:: GIVEN INFORMATION ::
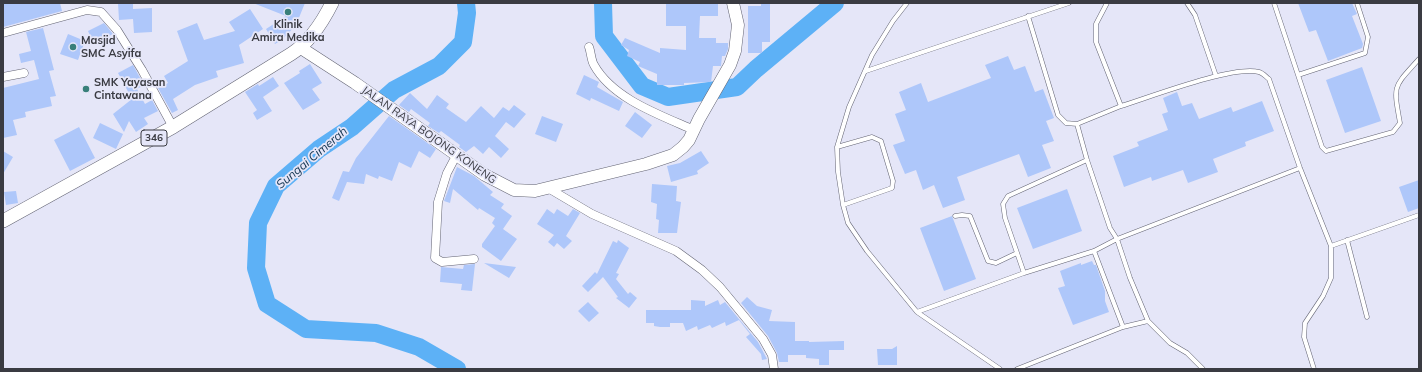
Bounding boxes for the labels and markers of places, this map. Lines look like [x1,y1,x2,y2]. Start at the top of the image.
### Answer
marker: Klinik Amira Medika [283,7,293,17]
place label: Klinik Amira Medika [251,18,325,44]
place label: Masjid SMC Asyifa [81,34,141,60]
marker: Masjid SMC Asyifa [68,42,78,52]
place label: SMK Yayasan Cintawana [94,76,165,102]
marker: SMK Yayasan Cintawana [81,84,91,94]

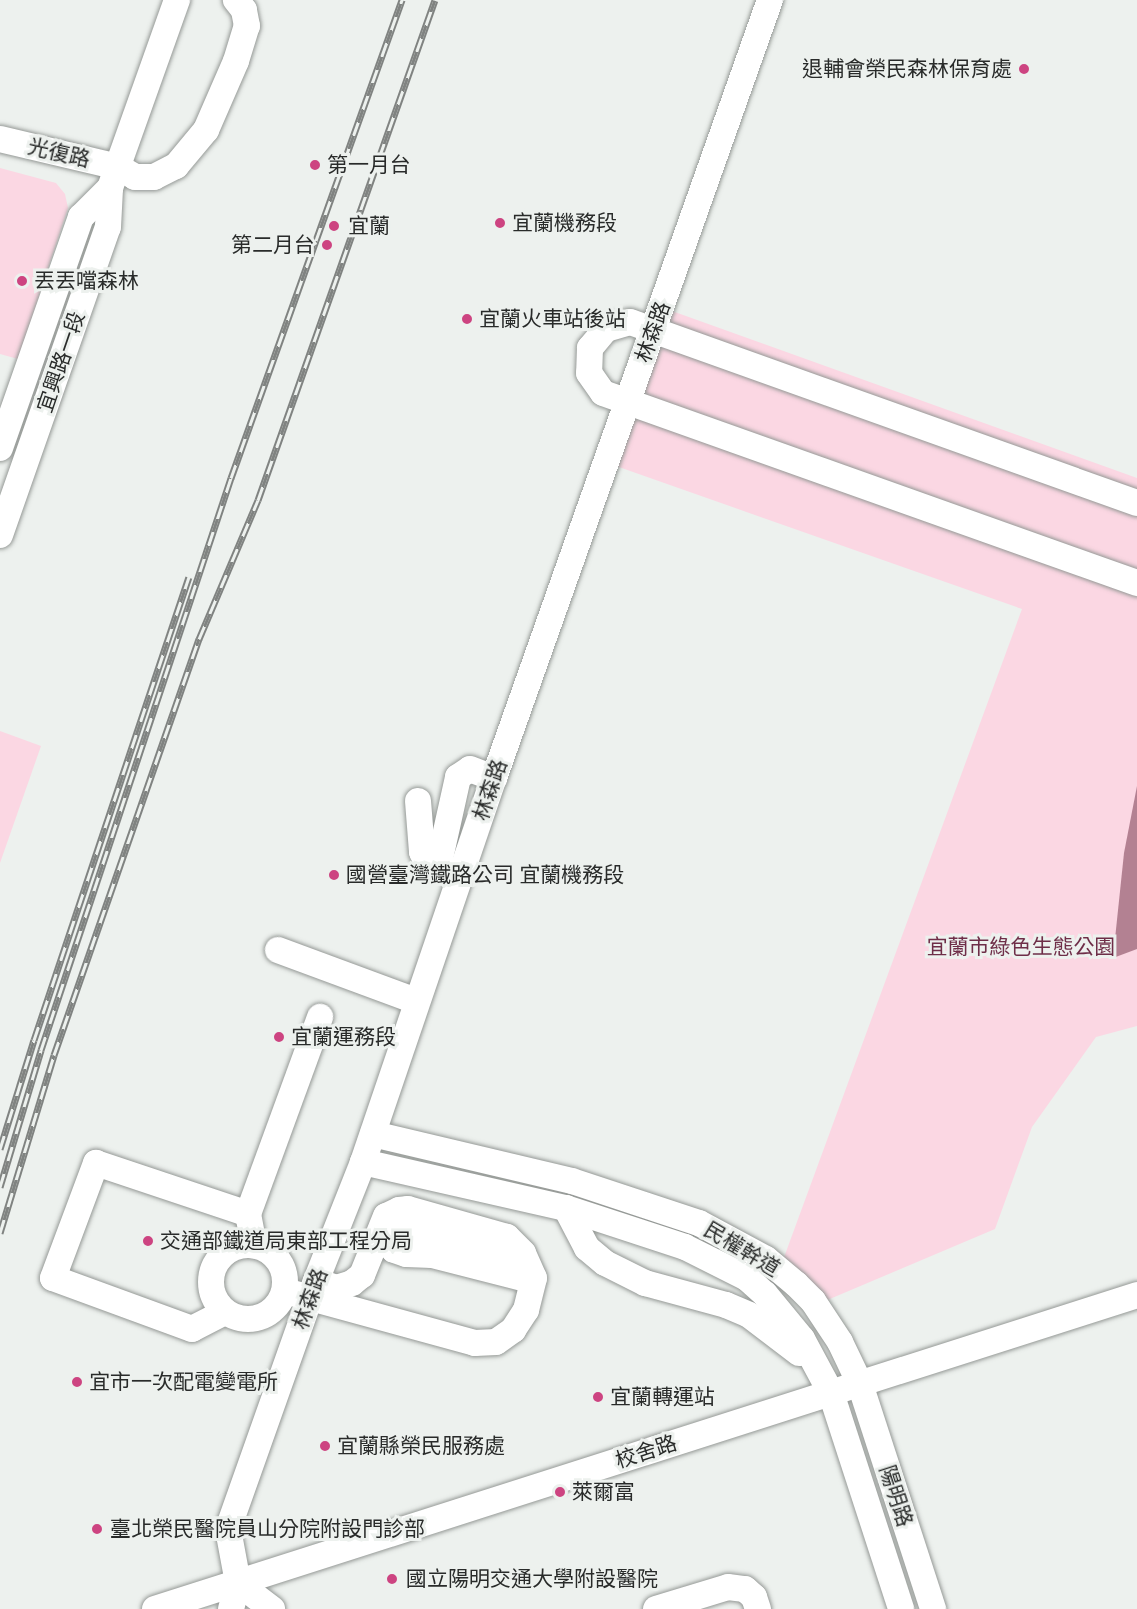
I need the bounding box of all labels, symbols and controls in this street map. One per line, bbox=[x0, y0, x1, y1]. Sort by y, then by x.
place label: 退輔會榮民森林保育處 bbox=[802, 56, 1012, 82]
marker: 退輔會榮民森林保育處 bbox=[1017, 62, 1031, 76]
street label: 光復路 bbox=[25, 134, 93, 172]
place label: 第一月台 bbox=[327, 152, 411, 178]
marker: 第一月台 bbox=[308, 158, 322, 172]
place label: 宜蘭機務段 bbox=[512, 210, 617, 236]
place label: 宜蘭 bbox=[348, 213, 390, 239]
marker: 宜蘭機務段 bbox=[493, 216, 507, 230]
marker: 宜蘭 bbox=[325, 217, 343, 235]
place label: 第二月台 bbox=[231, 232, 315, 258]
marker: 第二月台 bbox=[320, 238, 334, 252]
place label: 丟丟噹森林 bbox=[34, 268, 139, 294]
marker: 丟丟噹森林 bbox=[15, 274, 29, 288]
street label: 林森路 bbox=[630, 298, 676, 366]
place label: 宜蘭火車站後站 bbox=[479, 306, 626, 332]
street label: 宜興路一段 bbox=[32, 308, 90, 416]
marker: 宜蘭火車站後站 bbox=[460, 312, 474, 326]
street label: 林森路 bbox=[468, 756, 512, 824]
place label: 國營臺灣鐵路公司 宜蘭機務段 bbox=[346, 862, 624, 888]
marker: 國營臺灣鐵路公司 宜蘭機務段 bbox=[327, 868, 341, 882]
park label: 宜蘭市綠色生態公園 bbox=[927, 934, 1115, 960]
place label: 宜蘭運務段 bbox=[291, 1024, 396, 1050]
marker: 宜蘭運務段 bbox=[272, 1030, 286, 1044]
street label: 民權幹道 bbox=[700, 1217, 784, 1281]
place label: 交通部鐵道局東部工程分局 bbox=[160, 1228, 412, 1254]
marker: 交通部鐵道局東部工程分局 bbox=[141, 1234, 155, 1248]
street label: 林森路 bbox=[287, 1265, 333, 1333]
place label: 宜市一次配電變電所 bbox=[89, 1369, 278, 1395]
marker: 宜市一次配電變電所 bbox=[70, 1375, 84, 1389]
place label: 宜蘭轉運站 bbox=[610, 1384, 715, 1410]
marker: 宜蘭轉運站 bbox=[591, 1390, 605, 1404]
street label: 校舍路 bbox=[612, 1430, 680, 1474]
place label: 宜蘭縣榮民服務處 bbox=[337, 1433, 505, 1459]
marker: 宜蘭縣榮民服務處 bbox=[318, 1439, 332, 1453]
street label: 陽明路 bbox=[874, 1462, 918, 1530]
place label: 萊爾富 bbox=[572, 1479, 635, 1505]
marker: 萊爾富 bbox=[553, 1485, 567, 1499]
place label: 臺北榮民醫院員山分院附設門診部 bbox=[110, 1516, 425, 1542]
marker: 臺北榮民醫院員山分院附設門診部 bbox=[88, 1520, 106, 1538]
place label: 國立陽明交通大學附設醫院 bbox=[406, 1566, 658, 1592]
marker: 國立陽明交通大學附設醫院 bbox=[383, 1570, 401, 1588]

---

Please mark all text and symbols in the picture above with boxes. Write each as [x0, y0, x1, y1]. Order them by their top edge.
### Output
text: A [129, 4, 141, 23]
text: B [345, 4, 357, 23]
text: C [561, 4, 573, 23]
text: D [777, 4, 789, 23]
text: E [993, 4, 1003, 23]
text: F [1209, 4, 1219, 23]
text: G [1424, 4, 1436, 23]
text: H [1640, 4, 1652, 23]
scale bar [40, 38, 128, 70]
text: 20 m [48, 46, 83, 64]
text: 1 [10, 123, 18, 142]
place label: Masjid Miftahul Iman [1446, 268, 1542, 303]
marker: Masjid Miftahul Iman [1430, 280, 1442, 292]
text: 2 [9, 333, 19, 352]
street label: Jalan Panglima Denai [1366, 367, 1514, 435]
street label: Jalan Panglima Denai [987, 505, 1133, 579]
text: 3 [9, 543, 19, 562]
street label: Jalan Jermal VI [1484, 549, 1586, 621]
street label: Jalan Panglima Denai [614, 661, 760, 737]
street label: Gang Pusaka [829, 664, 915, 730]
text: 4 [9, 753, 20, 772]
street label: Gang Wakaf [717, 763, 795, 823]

:: EXERCISE REQUIREMENTS ::
If a line in the entries contains the word "boxes", copy that line out.

:: ANSWER FOR THIS EXERCISE ::
Bounding boxes for the labels and markers of places, this map. Lines look like [x1,y1,x2,y2]. Start at the top of the image.
Please mark all text and symbols in the picture above with boxes. Write each as [x0, y0, x1, y1]. Order them by their top edge.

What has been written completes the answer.